*** Opening THE DATA ***

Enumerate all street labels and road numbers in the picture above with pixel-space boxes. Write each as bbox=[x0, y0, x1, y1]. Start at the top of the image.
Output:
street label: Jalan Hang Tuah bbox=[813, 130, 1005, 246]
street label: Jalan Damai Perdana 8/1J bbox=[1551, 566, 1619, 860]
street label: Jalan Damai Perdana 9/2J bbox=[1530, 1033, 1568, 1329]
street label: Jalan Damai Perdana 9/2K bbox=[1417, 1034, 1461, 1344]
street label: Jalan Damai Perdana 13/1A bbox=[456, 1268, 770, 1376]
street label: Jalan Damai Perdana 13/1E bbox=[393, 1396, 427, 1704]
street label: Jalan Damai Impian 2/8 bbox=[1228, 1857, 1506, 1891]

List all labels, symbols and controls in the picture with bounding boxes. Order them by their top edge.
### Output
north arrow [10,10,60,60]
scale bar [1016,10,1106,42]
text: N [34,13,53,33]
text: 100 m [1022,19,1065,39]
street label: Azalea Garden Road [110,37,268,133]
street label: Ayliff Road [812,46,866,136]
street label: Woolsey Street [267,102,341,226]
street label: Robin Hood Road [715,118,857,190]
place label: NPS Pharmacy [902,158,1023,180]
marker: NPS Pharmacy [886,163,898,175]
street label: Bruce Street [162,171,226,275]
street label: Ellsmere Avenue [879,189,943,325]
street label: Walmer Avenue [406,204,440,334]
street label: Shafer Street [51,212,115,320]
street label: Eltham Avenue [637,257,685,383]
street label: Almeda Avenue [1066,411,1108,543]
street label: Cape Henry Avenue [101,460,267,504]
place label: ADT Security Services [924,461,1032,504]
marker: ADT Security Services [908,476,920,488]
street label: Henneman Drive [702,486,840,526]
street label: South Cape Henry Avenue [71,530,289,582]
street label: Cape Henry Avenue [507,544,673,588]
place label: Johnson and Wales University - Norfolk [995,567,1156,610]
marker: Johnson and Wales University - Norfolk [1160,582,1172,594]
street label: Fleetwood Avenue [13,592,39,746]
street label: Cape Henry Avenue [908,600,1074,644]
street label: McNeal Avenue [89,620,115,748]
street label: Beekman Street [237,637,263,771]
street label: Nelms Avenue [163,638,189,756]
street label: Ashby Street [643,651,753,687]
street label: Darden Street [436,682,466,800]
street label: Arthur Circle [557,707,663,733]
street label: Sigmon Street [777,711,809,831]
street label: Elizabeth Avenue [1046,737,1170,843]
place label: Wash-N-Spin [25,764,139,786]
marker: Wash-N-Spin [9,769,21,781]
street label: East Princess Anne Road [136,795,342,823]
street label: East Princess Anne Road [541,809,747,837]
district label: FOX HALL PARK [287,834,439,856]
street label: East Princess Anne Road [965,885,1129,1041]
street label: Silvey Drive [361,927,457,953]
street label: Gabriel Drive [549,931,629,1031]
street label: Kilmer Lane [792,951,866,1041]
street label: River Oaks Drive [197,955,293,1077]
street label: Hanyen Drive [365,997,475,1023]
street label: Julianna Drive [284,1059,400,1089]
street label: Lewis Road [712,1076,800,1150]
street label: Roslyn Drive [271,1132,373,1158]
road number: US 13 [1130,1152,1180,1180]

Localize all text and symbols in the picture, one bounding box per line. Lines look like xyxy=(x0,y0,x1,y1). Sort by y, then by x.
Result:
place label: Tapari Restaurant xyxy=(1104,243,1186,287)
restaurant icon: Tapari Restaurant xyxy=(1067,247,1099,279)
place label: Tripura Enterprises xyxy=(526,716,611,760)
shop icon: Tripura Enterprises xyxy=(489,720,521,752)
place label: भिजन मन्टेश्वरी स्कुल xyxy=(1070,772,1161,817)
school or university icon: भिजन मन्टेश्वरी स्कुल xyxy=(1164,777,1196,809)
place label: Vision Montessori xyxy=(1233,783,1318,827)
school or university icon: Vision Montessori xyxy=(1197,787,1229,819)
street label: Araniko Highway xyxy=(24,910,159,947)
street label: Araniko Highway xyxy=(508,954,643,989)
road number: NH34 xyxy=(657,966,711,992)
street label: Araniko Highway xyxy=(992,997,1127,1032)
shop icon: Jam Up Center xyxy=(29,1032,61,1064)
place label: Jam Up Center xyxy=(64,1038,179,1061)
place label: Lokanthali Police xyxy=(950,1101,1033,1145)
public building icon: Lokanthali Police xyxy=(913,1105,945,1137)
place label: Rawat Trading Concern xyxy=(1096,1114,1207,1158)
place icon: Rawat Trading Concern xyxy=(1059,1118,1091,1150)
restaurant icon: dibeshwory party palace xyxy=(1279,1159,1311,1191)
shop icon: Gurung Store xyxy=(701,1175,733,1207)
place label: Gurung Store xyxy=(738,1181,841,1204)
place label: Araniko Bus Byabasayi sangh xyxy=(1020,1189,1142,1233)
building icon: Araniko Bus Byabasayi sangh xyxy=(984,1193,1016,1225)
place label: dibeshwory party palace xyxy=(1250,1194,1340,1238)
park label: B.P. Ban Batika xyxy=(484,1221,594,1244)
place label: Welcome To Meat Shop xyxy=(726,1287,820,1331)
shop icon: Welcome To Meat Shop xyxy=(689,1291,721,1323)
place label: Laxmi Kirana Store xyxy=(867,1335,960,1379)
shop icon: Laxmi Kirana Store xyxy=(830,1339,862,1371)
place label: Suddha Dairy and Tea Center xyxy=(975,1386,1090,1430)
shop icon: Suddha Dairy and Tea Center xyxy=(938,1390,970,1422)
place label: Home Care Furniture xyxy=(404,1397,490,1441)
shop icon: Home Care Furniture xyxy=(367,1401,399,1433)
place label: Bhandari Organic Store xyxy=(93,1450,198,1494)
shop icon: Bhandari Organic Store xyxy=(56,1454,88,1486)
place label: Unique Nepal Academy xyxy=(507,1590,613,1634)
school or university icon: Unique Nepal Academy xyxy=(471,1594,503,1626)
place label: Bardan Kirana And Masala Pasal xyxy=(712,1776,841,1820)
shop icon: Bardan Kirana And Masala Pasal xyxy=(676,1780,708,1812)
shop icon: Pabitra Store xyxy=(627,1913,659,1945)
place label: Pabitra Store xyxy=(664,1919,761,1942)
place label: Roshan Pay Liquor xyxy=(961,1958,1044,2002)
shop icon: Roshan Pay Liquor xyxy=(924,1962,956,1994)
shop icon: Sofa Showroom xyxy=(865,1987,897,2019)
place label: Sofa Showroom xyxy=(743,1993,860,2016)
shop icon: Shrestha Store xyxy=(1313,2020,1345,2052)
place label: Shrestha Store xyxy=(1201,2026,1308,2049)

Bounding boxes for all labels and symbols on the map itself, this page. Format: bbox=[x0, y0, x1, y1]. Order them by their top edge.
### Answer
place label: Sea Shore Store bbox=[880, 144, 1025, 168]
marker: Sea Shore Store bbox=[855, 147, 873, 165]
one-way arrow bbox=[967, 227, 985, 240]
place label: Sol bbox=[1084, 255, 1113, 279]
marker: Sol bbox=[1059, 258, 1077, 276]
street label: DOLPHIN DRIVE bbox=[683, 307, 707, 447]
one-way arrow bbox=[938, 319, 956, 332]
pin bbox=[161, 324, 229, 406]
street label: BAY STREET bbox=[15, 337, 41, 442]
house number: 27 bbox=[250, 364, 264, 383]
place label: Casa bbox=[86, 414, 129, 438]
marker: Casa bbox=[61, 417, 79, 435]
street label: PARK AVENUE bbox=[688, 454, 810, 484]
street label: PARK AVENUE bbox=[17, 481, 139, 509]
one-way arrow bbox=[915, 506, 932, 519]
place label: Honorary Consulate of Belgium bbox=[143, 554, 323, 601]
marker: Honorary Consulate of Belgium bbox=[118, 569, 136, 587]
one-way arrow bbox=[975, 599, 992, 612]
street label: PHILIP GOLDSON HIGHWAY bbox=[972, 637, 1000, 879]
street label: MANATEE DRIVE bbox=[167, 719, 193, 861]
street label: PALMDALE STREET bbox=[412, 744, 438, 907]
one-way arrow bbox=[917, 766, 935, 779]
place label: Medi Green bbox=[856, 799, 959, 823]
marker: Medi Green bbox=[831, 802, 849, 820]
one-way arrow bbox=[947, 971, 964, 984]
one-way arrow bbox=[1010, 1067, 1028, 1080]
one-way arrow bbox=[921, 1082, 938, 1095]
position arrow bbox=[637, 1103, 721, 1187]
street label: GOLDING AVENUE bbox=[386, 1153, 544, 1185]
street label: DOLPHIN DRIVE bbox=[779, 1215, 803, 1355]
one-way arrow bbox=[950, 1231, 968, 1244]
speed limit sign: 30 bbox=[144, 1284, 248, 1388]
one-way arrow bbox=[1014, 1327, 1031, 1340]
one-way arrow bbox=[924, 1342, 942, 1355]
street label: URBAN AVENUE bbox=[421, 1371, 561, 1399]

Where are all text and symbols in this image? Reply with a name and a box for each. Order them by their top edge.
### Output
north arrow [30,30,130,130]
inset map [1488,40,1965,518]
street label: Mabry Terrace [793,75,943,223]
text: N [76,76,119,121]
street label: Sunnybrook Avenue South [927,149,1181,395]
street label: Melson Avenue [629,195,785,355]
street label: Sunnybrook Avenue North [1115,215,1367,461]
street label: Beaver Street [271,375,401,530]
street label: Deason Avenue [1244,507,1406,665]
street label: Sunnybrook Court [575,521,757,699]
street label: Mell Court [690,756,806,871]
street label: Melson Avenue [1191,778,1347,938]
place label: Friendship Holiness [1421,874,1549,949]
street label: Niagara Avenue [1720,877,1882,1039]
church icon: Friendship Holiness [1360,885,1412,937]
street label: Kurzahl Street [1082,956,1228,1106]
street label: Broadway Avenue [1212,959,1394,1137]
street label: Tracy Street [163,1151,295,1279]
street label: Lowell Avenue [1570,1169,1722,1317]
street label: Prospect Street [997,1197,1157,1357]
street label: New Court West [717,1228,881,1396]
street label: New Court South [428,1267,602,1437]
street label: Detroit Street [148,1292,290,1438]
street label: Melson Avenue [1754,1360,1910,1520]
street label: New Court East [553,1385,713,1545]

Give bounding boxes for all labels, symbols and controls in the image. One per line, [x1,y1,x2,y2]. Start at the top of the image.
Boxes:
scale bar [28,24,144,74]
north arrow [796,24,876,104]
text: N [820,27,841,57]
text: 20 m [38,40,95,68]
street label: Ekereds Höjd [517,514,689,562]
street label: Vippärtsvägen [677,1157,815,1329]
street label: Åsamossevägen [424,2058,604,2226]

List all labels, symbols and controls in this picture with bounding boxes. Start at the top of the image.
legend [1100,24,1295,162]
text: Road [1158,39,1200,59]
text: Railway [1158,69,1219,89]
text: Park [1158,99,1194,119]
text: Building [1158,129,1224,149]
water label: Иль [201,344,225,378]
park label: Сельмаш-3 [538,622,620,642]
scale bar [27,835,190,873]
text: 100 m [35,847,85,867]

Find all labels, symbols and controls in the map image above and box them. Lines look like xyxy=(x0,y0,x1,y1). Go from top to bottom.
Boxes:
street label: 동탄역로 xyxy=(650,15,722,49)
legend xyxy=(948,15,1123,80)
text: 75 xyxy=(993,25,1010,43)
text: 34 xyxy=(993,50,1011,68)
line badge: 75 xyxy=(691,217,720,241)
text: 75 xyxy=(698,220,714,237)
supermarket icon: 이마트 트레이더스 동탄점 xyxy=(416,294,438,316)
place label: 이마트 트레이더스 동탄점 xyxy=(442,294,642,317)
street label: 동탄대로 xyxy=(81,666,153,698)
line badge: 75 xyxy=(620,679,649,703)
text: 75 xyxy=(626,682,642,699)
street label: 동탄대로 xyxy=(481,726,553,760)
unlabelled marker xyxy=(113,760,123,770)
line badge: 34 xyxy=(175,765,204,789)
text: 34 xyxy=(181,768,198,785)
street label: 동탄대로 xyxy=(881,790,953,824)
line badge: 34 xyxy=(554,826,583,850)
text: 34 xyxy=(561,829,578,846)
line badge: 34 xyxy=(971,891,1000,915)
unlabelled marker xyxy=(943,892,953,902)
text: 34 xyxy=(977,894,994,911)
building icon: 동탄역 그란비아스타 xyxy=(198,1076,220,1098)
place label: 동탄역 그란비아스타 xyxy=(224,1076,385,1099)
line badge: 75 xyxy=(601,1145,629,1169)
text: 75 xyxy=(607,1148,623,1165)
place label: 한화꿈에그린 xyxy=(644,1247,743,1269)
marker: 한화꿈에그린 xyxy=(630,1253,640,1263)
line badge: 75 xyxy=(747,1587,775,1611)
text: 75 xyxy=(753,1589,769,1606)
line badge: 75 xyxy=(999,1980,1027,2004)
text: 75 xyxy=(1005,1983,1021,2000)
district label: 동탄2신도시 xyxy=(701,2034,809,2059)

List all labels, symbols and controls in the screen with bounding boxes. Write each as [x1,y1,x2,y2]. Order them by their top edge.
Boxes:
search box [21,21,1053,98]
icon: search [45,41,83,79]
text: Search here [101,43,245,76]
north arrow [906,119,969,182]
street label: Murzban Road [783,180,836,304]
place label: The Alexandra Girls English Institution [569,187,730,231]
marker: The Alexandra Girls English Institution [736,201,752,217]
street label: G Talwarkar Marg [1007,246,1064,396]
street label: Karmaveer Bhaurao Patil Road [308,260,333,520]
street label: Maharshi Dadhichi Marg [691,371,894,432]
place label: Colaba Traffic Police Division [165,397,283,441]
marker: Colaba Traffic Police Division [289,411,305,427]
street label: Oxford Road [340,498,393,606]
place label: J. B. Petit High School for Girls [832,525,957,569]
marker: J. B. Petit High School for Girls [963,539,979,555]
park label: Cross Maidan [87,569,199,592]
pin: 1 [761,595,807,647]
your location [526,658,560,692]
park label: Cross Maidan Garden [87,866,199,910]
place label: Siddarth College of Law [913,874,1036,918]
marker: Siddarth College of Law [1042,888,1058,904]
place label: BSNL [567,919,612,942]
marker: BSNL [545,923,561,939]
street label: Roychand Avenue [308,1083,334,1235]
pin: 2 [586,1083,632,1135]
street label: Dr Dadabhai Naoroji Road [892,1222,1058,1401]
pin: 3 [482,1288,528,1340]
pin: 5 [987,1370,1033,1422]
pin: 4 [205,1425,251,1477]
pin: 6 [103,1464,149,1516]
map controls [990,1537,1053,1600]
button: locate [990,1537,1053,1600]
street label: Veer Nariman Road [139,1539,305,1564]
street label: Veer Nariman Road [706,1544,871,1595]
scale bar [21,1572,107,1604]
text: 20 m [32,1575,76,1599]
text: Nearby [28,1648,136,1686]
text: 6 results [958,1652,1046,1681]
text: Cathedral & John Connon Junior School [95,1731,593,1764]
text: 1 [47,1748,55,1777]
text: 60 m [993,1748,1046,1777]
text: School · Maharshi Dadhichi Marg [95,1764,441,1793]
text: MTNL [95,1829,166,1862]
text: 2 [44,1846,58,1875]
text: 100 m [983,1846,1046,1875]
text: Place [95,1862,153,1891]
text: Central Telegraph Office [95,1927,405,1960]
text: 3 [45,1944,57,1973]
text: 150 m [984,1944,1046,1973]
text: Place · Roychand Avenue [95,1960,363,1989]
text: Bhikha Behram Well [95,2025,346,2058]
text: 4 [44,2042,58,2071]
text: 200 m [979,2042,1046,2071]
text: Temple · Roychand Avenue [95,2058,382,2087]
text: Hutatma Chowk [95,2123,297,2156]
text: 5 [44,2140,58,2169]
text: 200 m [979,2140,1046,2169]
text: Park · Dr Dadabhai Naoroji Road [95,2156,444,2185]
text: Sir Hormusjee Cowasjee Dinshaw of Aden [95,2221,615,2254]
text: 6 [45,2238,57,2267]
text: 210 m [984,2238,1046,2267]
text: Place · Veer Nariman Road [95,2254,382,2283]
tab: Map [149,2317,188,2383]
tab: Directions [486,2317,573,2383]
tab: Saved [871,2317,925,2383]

*** Closing THE DATA ***

Apply a filter for "Holiness" to the data above, then copy each line that matches.

place label: Friendship Holiness [1421,874,1549,949]
church icon: Friendship Holiness [1360,885,1412,937]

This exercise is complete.